* Task instructions:
Word for word, write the records out again, but omit each picture.
•••
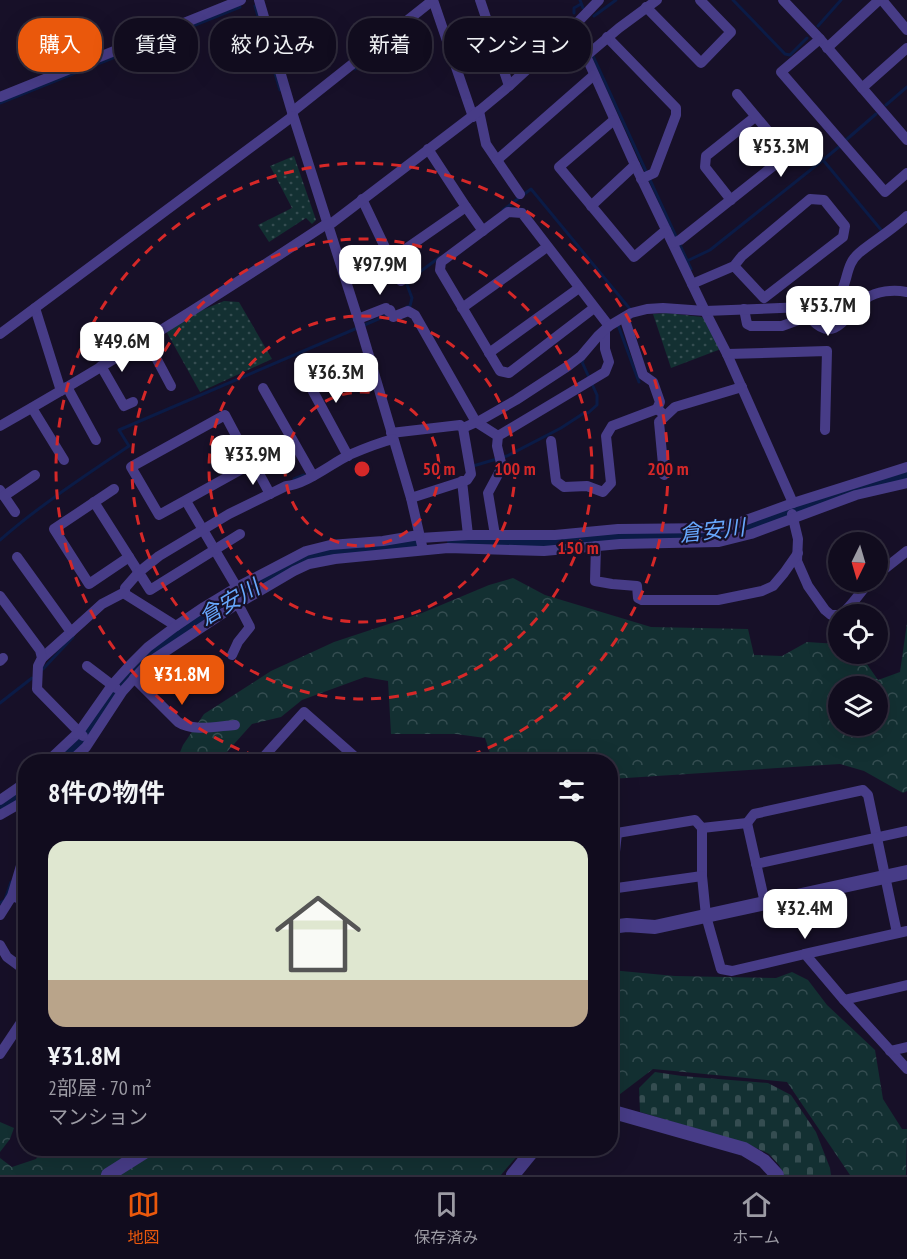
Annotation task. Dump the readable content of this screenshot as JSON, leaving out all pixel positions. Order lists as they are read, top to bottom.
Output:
{
  "water": ["倉安川"],
  "north": "bottom",
  "page": {
    "chip": [
      "購入",
      "賃貸",
      "絞り込み",
      "新着",
      "マンション"
    ],
    "price": [
      "¥53.3M",
      "¥97.9M",
      "¥53.7M",
      "¥49.6M",
      "¥36.3M",
      "¥33.9M",
      "¥31.8M",
      "¥32.4M"
    ],
    "heading": "8件の物件",
    "list": [
      {
        "name": "¥31.8M",
        "note": "2部屋 · 70 m² · マンション"
      }
    ],
    "tabs": ["地図", "保存済み", "ホーム"]
  },
  "rings": [
    "50 m",
    "100 m",
    "200 m",
    "150 m"
  ]
}
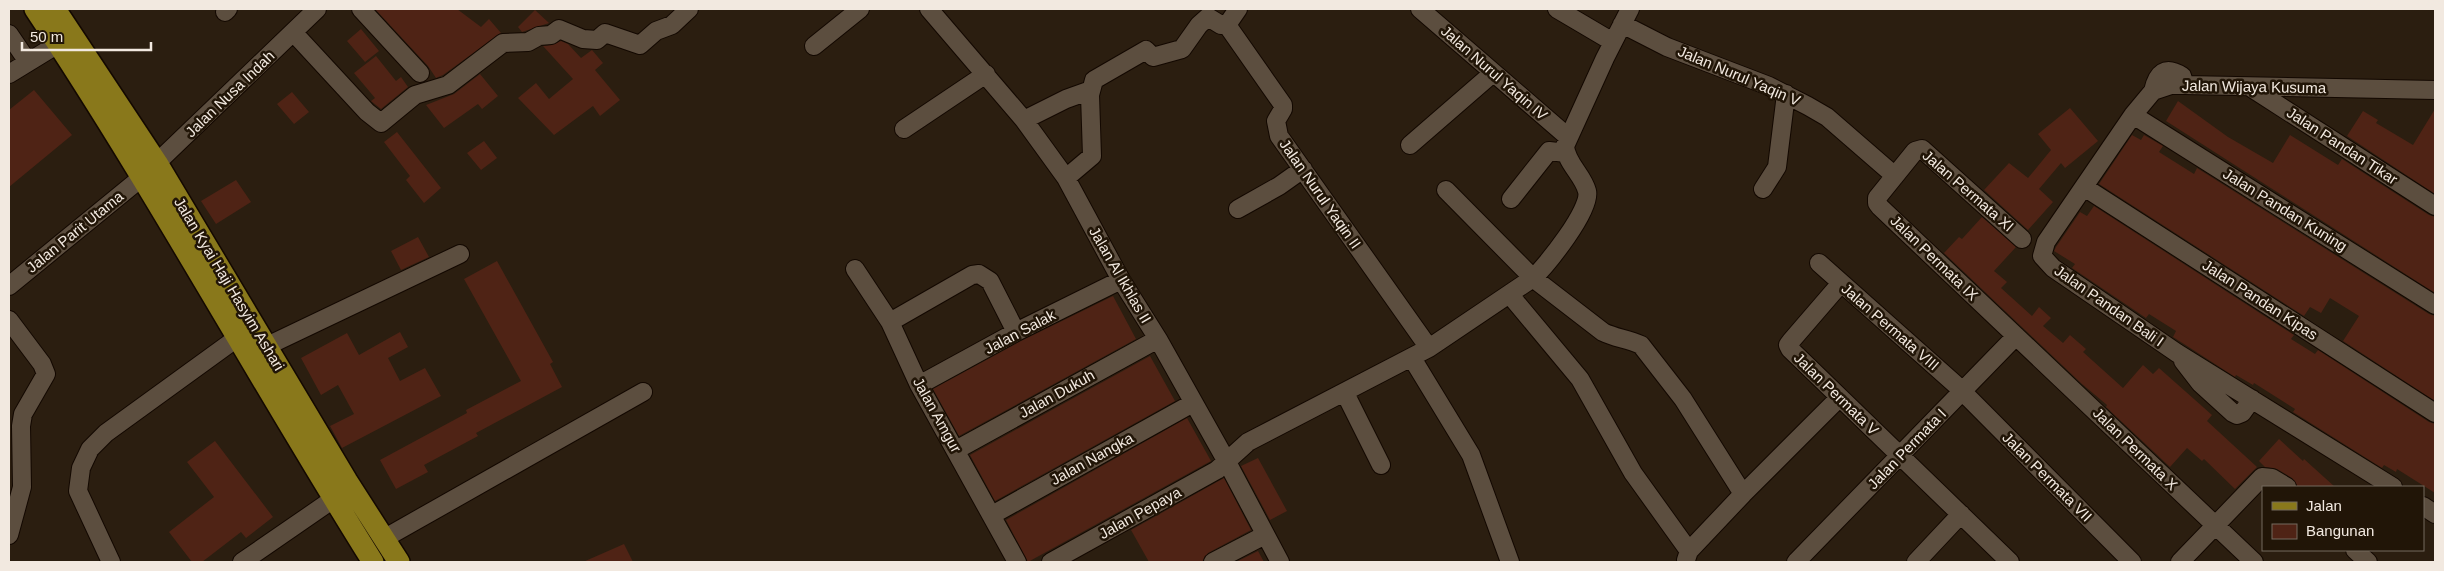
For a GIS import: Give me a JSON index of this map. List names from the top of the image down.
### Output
{
  "streets": {
    "main road": ["Jalan Kyai Haji Hasyim Ashari"],
    "street": [
      "Jalan Nurul Yaqin IV",
      "Jalan Nurul Yaqin V",
      "Jalan Wijaya Kusuma",
      "Jalan Nusa Indah",
      "Jalan Pandan Tikar",
      "Jalan Permata XI",
      "Jalan Nurul Yaqin II",
      "Jalan Pandan Kuning",
      "Jalan Parit Utama",
      "Jalan Permata IX",
      "Jalan Al Ikhlas II",
      "Jalan Pandan Kipas",
      "Jalan Pandan Bali I",
      "Jalan Permata VIII",
      "Jalan Salak",
      "Jalan Dukuh",
      "Jalan Permata V",
      "Jalan Amgur",
      "Jalan Permata I",
      "Jalan Permata X",
      "Jalan Nangka",
      "Jalan Permata VII",
      "Jalan Pepaya"
    ]
  },
  "crossings": [
    ["Jalan Nurul Yaqin IV", "Jalan Nurul Yaqin II"],
    ["Jalan Nurul Yaqin IV", "Jalan Pepaya"],
    ["Jalan Nurul Yaqin V", "Jalan Permata XI"],
    ["Jalan Nurul Yaqin V", "Jalan Permata IX"],
    ["Jalan Wijaya Kusuma", "Jalan Pandan Tikar"],
    ["Jalan Wijaya Kusuma", "Jalan Pandan Kuning"],
    ["Jalan Wijaya Kusuma", "Jalan Pandan Kipas"],
    ["Jalan Wijaya Kusuma", "Jalan Pandan Bali I"],
    ["Jalan Nusa Indah", "Jalan Parit Utama"],
    ["Jalan Nusa Indah", "Jalan Kyai Haji Hasyim Ashari"],
    ["Jalan Permata XI", "Jalan Permata IX"],
    ["Jalan Nurul Yaqin II", "Jalan Pepaya"],
    ["Jalan Parit Utama", "Jalan Kyai Haji Hasyim Ashari"],
    ["Jalan Permata IX", "Jalan Permata I"],
    ["Jalan Permata IX", "Jalan Permata X"],
    ["Jalan Al Ikhlas II", "Jalan Salak"],
    ["Jalan Al Ikhlas II", "Jalan Dukuh"],
    ["Jalan Al Ikhlas II", "Jalan Nangka"],
    ["Jalan Al Ikhlas II", "Jalan Pepaya"],
    ["Jalan Permata VIII", "Jalan Permata V"],
    ["Jalan Permata VIII", "Jalan Permata I"],
    ["Jalan Permata VIII", "Jalan Permata VII"],
    ["Jalan Salak", "Jalan Amgur"],
    ["Jalan Dukuh", "Jalan Amgur"],
    ["Jalan Permata V", "Jalan Permata I"],
    ["Jalan Amgur", "Jalan Nangka"],
    ["Jalan Permata I", "Jalan Permata X"],
    ["Jalan Permata I", "Jalan Permata VII"]
  ],
  "legend": ["Jalan", "Bangunan"],
  "scale_bar": "50 m"
}
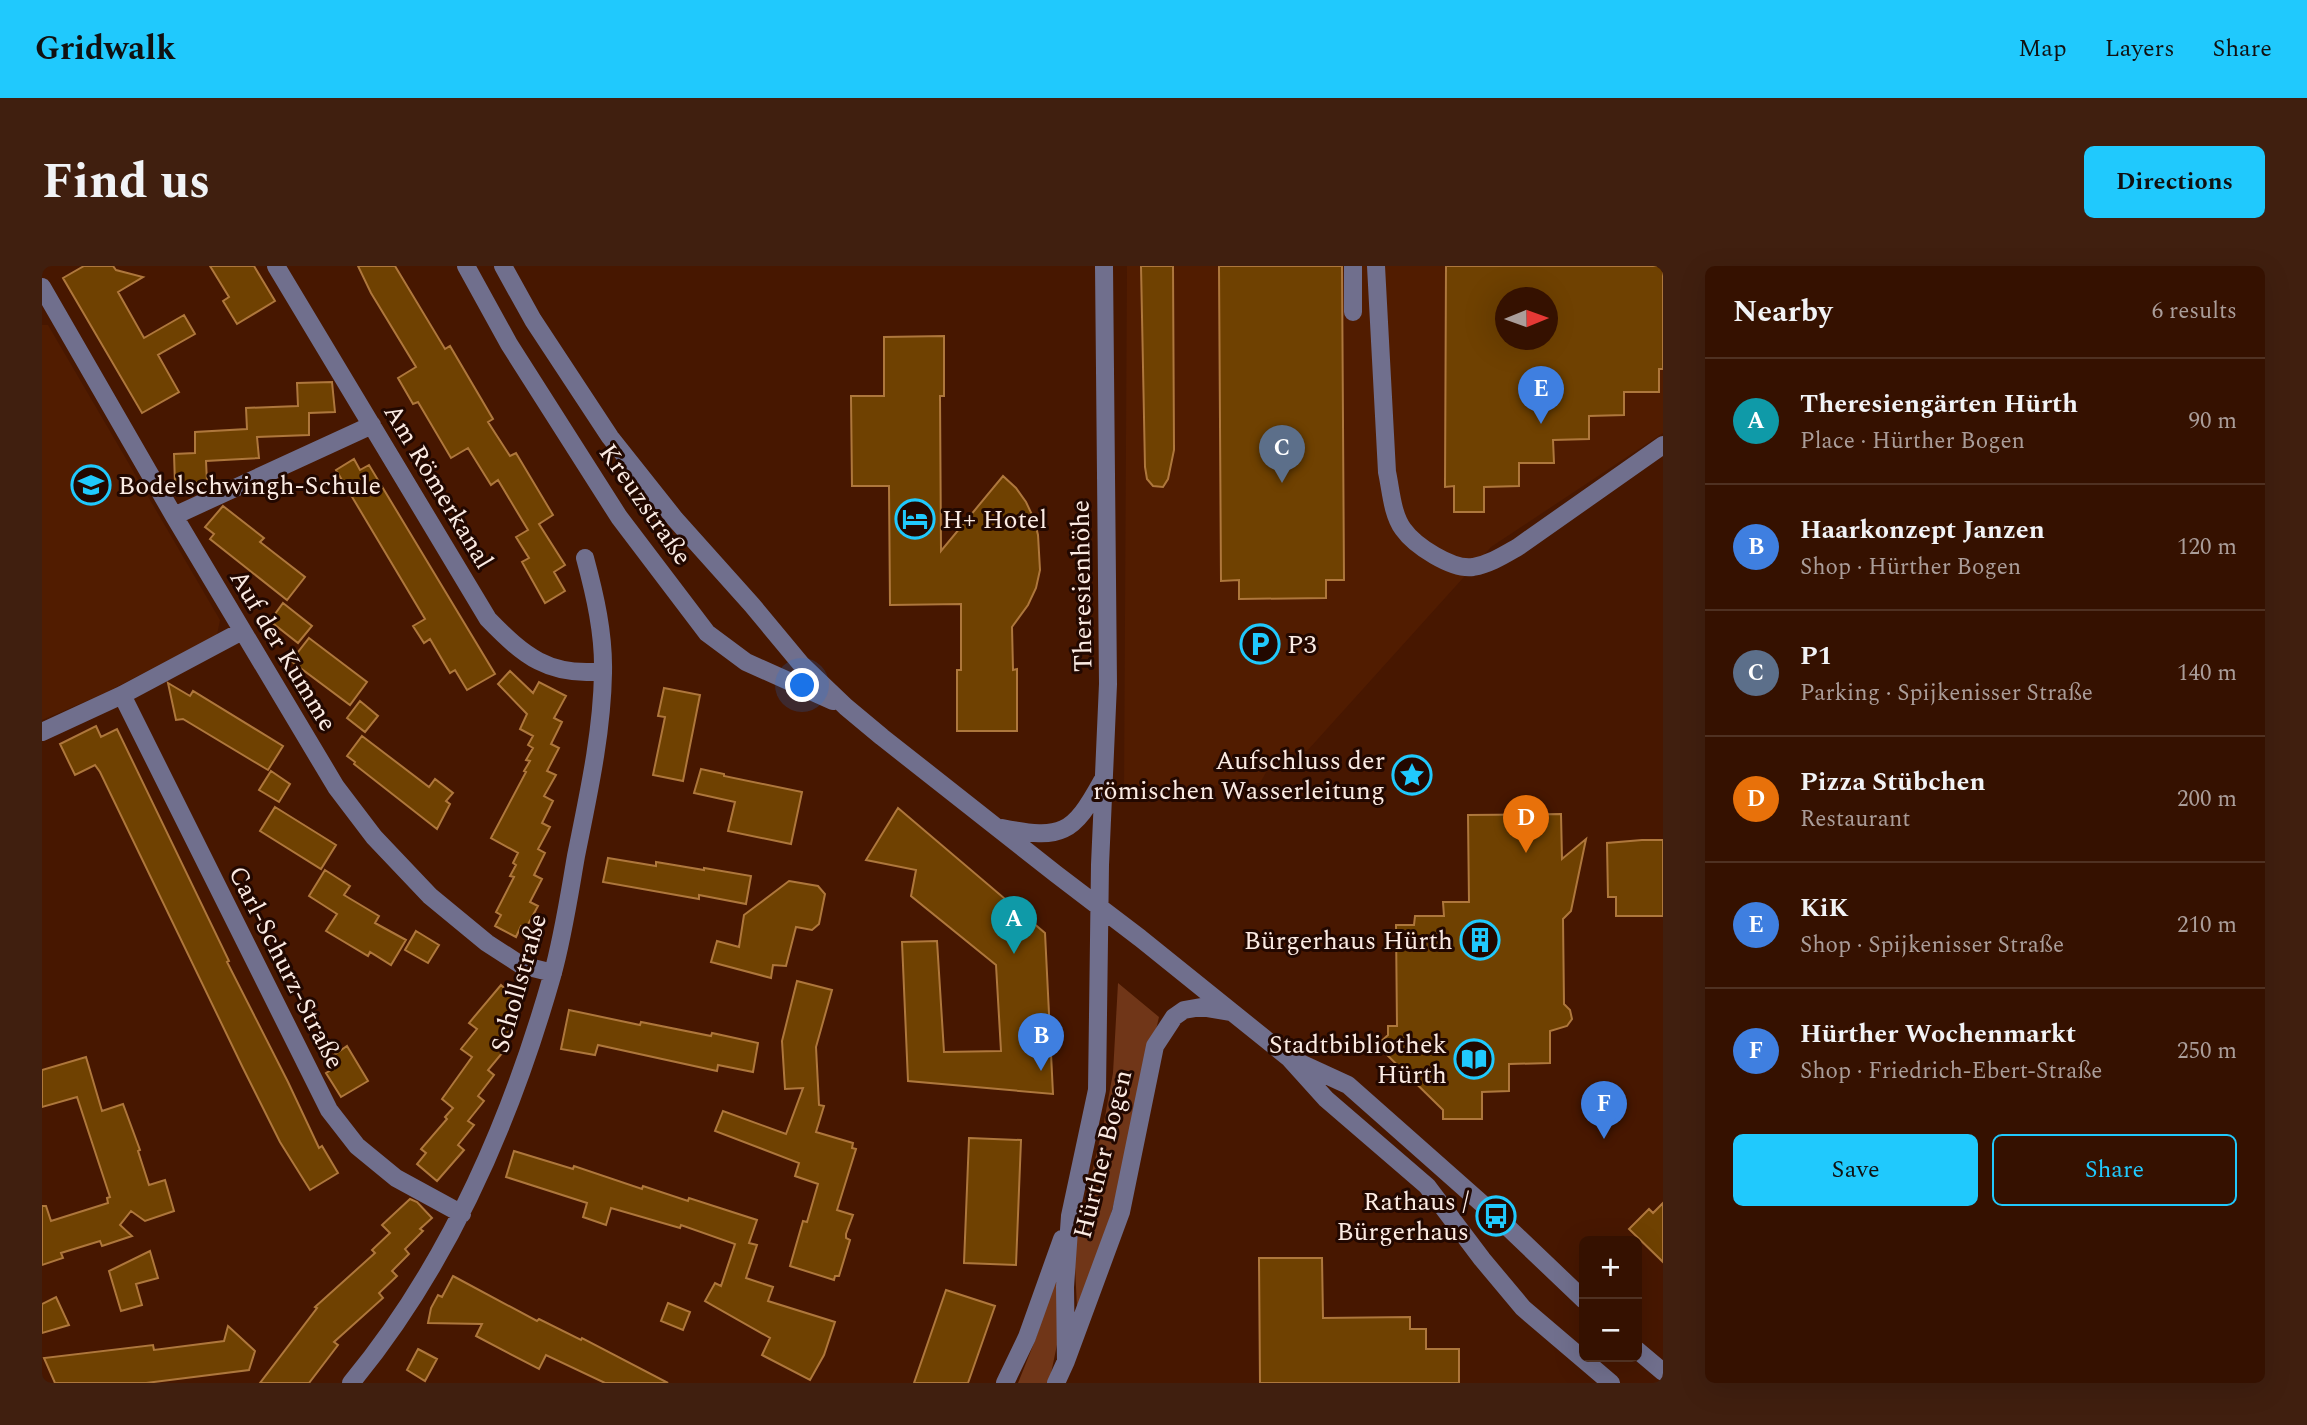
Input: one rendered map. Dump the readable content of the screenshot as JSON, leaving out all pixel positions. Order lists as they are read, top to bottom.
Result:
{
  "streets": {
    "street": [
      "Am Römerkanal",
      "Kreuzstraße",
      "Theresienhöhe",
      "Auf der Kumme",
      "Carl-Schurz-Straße",
      "Schollstraße",
      "Hürther Bogen"
    ]
  },
  "crossings": [
    ["Am Römerkanal", "Schollstraße"],
    ["Kreuzstraße", "Theresienhöhe"],
    ["Kreuzstraße", "Hürther Bogen"],
    ["Theresienhöhe", "Hürther Bogen"],
    ["Auf der Kumme", "Schollstraße"],
    ["Carl-Schurz-Straße", "Schollstraße"]
  ],
  "places": {
    "school or university": ["Bodelschwingh-Schule"],
    "hotel": ["H+ Hotel"],
    "parking": ["P3"],
    "place": ["Aufschluss der römischen Wasserleitung"],
    "building": ["Bürgerhaus Hürth"],
    "library": ["Stadtbibliothek Hürth"],
    "bus stop": ["Rathaus / Bürgerhaus"]
  },
  "north": "right",
  "page": {
    "header": "Gridwalk",
    "nav": ["Map", "Layers", "Share"],
    "title": "Find us",
    "buttons": [
      "Directions",
      ["Save", "Share"]
    ],
    "heading": ["Nearby", "6 results"],
    "list": [
      {
        "mark": "A",
        "name": "Theresiengärten Hürth",
        "note": "Place · Hürther Bogen",
        "value": "90 m"
      },
      {
        "mark": "B",
        "name": "Haarkonzept Janzen",
        "note": "Shop · Hürther Bogen",
        "value": "120 m"
      },
      {
        "mark": "C",
        "name": "P1",
        "note": "Parking · Spijkenisser Straße",
        "value": "140 m"
      },
      {
        "mark": "D",
        "name": "Pizza Stübchen",
        "note": "Restaurant",
        "value": "200 m"
      },
      {
        "mark": "E",
        "name": "KiK",
        "note": "Shop · Spijkenisser Straße",
        "value": "210 m"
      },
      {
        "mark": "F",
        "name": "Hürther Wochenmarkt",
        "note": "Shop · Friedrich-Ebert-Straße",
        "value": "250 m"
      }
    ],
    "pins": [
      "E",
      "C",
      "D",
      "A",
      "B",
      "F"
    ],
    "map_buttons": ["+", "−"]
  }
}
•••
* Your solution:
Annotation task. Dump the readable content of this screenshot as JSON, leaving out all pixel positions. Order lists as they are read, top to bottom.
Output:
{
  "water": ["倉安川"],
  "north": "bottom",
  "page": {
    "chip": [
      "購入",
      "賃貸",
      "絞り込み",
      "新着",
      "マンション"
    ],
    "price": [
      "¥53.3M",
      "¥97.9M",
      "¥53.7M",
      "¥49.6M",
      "¥36.3M",
      "¥33.9M",
      "¥31.8M",
      "¥32.4M"
    ],
    "heading": "8件の物件",
    "list": [
      {
        "name": "¥31.8M",
        "note": "2部屋 · 70 m² · マンション"
      }
    ],
    "tabs": ["地図", "保存済み", "ホーム"]
  },
  "rings": [
    "50 m",
    "100 m",
    "200 m",
    "150 m"
  ]
}
For a GIS import: Give me a JSON index of this map. List names from the top of the image down.
### Output
{
  "streets": {
    "main road": ["Jalan Kyai Haji Hasyim Ashari"],
    "street": [
      "Jalan Nurul Yaqin IV",
      "Jalan Nurul Yaqin V",
      "Jalan Wijaya Kusuma",
      "Jalan Nusa Indah",
      "Jalan Pandan Tikar",
      "Jalan Permata XI",
      "Jalan Nurul Yaqin II",
      "Jalan Pandan Kuning",
      "Jalan Parit Utama",
      "Jalan Permata IX",
      "Jalan Al Ikhlas II",
      "Jalan Pandan Kipas",
      "Jalan Pandan Bali I",
      "Jalan Permata VIII",
      "Jalan Salak",
      "Jalan Dukuh",
      "Jalan Permata V",
      "Jalan Amgur",
      "Jalan Permata I",
      "Jalan Permata X",
      "Jalan Nangka",
      "Jalan Permata VII",
      "Jalan Pepaya"
    ]
  },
  "crossings": [
    ["Jalan Nurul Yaqin IV", "Jalan Nurul Yaqin II"],
    ["Jalan Nurul Yaqin IV", "Jalan Pepaya"],
    ["Jalan Nurul Yaqin V", "Jalan Permata XI"],
    ["Jalan Nurul Yaqin V", "Jalan Permata IX"],
    ["Jalan Wijaya Kusuma", "Jalan Pandan Tikar"],
    ["Jalan Wijaya Kusuma", "Jalan Pandan Kuning"],
    ["Jalan Wijaya Kusuma", "Jalan Pandan Kipas"],
    ["Jalan Wijaya Kusuma", "Jalan Pandan Bali I"],
    ["Jalan Nusa Indah", "Jalan Parit Utama"],
    ["Jalan Nusa Indah", "Jalan Kyai Haji Hasyim Ashari"],
    ["Jalan Permata XI", "Jalan Permata IX"],
    ["Jalan Nurul Yaqin II", "Jalan Pepaya"],
    ["Jalan Parit Utama", "Jalan Kyai Haji Hasyim Ashari"],
    ["Jalan Permata IX", "Jalan Permata I"],
    ["Jalan Permata IX", "Jalan Permata X"],
    ["Jalan Al Ikhlas II", "Jalan Salak"],
    ["Jalan Al Ikhlas II", "Jalan Dukuh"],
    ["Jalan Al Ikhlas II", "Jalan Nangka"],
    ["Jalan Al Ikhlas II", "Jalan Pepaya"],
    ["Jalan Permata VIII", "Jalan Permata V"],
    ["Jalan Permata VIII", "Jalan Permata I"],
    ["Jalan Permata VIII", "Jalan Permata VII"],
    ["Jalan Salak", "Jalan Amgur"],
    ["Jalan Dukuh", "Jalan Amgur"],
    ["Jalan Permata V", "Jalan Permata I"],
    ["Jalan Amgur", "Jalan Nangka"],
    ["Jalan Permata I", "Jalan Permata X"],
    ["Jalan Permata I", "Jalan Permata VII"]
  ],
  "legend": ["Jalan", "Bangunan"],
  "scale_bar": "50 m"
}
Input: one rendered map. Dump the readable content of the screenshot as JSON, leaving out all pixel positions. Order lists as they are read, top to bottom.
Result:
{
  "streets": {
    "street": [
      "Am Römerkanal",
      "Kreuzstraße",
      "Theresienhöhe",
      "Auf der Kumme",
      "Carl-Schurz-Straße",
      "Schollstraße",
      "Hürther Bogen"
    ]
  },
  "crossings": [
    ["Am Römerkanal", "Schollstraße"],
    ["Kreuzstraße", "Theresienhöhe"],
    ["Kreuzstraße", "Hürther Bogen"],
    ["Theresienhöhe", "Hürther Bogen"],
    ["Auf der Kumme", "Schollstraße"],
    ["Carl-Schurz-Straße", "Schollstraße"]
  ],
  "places": {
    "school or university": ["Bodelschwingh-Schule"],
    "hotel": ["H+ Hotel"],
    "parking": ["P3"],
    "place": ["Aufschluss der römischen Wasserleitung"],
    "building": ["Bürgerhaus Hürth"],
    "library": ["Stadtbibliothek Hürth"],
    "bus stop": ["Rathaus / Bürgerhaus"]
  },
  "north": "right",
  "page": {
    "header": "Gridwalk",
    "nav": ["Map", "Layers", "Share"],
    "title": "Find us",
    "buttons": [
      "Directions",
      ["Save", "Share"]
    ],
    "heading": ["Nearby", "6 results"],
    "list": [
      {
        "mark": "A",
        "name": "Theresiengärten Hürth",
        "note": "Place · Hürther Bogen",
        "value": "90 m"
      },
      {
        "mark": "B",
        "name": "Haarkonzept Janzen",
        "note": "Shop · Hürther Bogen",
        "value": "120 m"
      },
      {
        "mark": "C",
        "name": "P1",
        "note": "Parking · Spijkenisser Straße",
        "value": "140 m"
      },
      {
        "mark": "D",
        "name": "Pizza Stübchen",
        "note": "Restaurant",
        "value": "200 m"
      },
      {
        "mark": "E",
        "name": "KiK",
        "note": "Shop · Spijkenisser Straße",
        "value": "210 m"
      },
      {
        "mark": "F",
        "name": "Hürther Wochenmarkt",
        "note": "Shop · Friedrich-Ebert-Straße",
        "value": "250 m"
      }
    ],
    "pins": [
      "E",
      "C",
      "D",
      "A",
      "B",
      "F"
    ],
    "map_buttons": ["+", "−"]
  }
}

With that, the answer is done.